Given $|u|^2_1 + |v|_1^2 - 2\langle u, v\rangle$, where $|a|_1$ is the one norm defined by $|a|_1 = \sum_i \text{abs}(a_i)$, can one "complete the square" somehow and express it as a single 1-norm quantity (at least an inequality, if not an equality)?
The analogy in case of the two norm is $|u|^2_2 + |v|_2^2 - 2\langle u, v\rangle = |u -v|^2_2$ but I cannot see how to come up with a simpler expression in the case of the 1 norm.

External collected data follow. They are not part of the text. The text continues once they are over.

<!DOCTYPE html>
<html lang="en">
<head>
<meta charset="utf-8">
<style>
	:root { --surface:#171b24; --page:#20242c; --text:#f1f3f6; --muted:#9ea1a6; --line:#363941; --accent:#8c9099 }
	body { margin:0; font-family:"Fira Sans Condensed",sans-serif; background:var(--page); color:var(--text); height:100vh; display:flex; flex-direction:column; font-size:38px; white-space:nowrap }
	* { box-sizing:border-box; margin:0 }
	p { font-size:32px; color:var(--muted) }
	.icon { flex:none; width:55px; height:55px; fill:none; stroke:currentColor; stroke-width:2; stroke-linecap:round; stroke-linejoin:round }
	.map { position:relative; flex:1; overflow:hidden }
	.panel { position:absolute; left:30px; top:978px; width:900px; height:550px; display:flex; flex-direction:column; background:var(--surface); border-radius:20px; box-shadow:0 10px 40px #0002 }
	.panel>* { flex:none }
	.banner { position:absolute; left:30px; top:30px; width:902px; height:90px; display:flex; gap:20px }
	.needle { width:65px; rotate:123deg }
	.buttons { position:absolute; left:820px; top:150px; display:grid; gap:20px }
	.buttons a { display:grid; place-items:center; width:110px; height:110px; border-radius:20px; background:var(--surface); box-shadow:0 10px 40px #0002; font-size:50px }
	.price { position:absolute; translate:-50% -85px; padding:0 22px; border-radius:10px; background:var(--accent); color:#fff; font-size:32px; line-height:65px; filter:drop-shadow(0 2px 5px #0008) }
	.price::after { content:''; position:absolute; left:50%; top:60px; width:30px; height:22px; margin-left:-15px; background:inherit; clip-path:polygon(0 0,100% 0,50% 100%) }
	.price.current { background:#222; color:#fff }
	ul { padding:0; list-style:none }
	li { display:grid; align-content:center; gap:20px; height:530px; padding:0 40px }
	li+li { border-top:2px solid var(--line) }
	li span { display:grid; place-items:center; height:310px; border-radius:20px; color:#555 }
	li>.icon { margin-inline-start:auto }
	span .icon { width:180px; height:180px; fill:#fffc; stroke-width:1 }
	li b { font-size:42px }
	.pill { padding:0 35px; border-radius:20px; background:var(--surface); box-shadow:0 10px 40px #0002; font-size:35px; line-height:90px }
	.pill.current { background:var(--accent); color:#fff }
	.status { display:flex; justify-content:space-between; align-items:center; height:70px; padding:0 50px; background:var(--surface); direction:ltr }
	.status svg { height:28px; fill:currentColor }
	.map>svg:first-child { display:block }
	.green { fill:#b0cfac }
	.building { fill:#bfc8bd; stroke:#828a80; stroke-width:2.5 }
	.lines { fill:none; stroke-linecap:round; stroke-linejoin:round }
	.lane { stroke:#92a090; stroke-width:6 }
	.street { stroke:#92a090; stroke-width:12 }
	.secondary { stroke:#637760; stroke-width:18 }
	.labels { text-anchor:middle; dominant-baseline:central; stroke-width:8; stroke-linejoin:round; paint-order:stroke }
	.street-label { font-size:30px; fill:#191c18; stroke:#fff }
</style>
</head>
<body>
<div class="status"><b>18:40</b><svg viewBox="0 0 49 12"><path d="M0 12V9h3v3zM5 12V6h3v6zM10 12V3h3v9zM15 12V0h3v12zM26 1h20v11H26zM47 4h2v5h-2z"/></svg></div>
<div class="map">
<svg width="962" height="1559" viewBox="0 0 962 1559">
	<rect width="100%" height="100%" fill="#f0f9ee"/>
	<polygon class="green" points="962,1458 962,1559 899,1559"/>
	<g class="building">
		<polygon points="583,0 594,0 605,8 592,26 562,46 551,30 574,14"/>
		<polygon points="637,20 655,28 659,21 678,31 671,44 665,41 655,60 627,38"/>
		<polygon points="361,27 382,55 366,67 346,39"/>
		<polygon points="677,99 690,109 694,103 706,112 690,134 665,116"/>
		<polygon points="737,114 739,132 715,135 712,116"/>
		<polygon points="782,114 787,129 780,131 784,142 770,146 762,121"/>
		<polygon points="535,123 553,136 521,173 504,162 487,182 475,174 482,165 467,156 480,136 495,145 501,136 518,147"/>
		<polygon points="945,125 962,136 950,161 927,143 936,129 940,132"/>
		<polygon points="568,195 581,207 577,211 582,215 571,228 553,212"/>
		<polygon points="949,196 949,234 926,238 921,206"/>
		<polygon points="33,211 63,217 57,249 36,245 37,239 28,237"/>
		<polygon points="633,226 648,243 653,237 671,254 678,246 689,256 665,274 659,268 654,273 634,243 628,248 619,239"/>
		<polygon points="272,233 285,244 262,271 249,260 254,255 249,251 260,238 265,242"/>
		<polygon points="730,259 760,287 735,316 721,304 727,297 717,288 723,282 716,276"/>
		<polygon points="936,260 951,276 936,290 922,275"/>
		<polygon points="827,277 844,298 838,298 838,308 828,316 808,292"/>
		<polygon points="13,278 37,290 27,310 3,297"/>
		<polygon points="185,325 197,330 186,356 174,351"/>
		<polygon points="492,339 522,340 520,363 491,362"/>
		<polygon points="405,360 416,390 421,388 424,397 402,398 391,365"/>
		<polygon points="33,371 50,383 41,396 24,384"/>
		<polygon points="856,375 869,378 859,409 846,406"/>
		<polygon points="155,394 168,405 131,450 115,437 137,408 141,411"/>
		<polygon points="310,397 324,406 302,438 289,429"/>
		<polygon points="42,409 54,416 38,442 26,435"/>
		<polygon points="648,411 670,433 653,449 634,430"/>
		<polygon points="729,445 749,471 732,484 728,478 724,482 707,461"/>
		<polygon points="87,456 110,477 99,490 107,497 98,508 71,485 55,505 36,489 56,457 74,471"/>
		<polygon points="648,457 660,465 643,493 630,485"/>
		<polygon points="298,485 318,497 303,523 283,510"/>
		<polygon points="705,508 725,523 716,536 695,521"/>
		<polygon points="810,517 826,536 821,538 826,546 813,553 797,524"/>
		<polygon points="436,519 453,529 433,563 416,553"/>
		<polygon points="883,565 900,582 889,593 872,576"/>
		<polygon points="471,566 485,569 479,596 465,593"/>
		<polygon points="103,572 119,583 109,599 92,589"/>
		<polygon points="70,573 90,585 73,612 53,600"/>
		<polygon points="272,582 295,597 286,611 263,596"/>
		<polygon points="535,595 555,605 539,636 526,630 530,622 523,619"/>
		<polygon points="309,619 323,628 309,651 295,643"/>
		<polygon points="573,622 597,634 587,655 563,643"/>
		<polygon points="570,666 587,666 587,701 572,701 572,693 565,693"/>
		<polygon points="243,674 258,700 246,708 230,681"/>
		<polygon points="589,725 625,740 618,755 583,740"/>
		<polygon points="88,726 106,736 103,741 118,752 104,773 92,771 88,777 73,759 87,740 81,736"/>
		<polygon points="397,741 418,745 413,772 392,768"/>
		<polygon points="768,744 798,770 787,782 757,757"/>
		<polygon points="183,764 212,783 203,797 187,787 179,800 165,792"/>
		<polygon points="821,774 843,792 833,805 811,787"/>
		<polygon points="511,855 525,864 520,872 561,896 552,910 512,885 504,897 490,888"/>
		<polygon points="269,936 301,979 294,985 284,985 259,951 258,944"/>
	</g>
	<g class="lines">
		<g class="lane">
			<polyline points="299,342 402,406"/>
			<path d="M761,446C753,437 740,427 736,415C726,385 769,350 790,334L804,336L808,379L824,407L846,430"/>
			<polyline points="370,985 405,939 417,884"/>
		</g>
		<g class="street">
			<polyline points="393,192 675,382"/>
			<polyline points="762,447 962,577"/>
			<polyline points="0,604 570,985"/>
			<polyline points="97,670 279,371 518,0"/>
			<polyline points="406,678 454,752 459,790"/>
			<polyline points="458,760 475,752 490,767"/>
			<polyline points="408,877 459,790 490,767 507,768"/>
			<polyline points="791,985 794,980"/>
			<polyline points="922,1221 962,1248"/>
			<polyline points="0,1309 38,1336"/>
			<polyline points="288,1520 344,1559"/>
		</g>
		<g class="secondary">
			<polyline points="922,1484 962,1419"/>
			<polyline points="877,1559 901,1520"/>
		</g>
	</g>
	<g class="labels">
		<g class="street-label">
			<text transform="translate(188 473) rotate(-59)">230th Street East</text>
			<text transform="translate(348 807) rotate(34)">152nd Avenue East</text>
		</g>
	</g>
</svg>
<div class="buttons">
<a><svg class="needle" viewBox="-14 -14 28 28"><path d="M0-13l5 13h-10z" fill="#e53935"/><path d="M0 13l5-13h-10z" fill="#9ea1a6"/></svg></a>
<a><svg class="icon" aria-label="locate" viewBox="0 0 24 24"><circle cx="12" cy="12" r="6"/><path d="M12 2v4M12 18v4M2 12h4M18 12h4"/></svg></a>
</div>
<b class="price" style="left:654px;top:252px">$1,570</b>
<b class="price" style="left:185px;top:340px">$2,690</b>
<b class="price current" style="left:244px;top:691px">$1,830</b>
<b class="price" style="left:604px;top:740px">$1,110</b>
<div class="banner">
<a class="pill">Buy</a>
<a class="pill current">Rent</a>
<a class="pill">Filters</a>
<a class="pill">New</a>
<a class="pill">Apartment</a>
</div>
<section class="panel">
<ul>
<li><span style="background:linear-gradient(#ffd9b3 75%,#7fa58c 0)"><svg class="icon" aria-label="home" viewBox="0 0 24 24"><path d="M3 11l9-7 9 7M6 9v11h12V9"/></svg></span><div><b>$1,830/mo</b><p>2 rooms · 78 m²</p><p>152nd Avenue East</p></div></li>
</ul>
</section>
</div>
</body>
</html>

One possibility: $$|u|_1^2+|v|_1^2-2\langle u,v\rangle \le |u|_1^2+|v|_1^2+2|u|_2|v|_2\le |u|_1^2+|v|_1^2+2|u|_1|v|_1=(|u|_1+|v|_1)^2=|w|_1^2,$$ where $w$ is the vector/sequence $(|u_i|+|v_i|)_{i\in\mathbb{N}}$.
Moreover, in $\mathbb{R}^n$, $$|u|_1^2+|v|_1^2-2\langle u,v\rangle\le n|u|_2^2+n|v|_2^2+2n|\langle u,v\rangle| \le n|u\pm v|_2^2\le n|u\pm v|_1^2$$ where $|\langle u,v\rangle|=\pm\langle u,v\rangle$.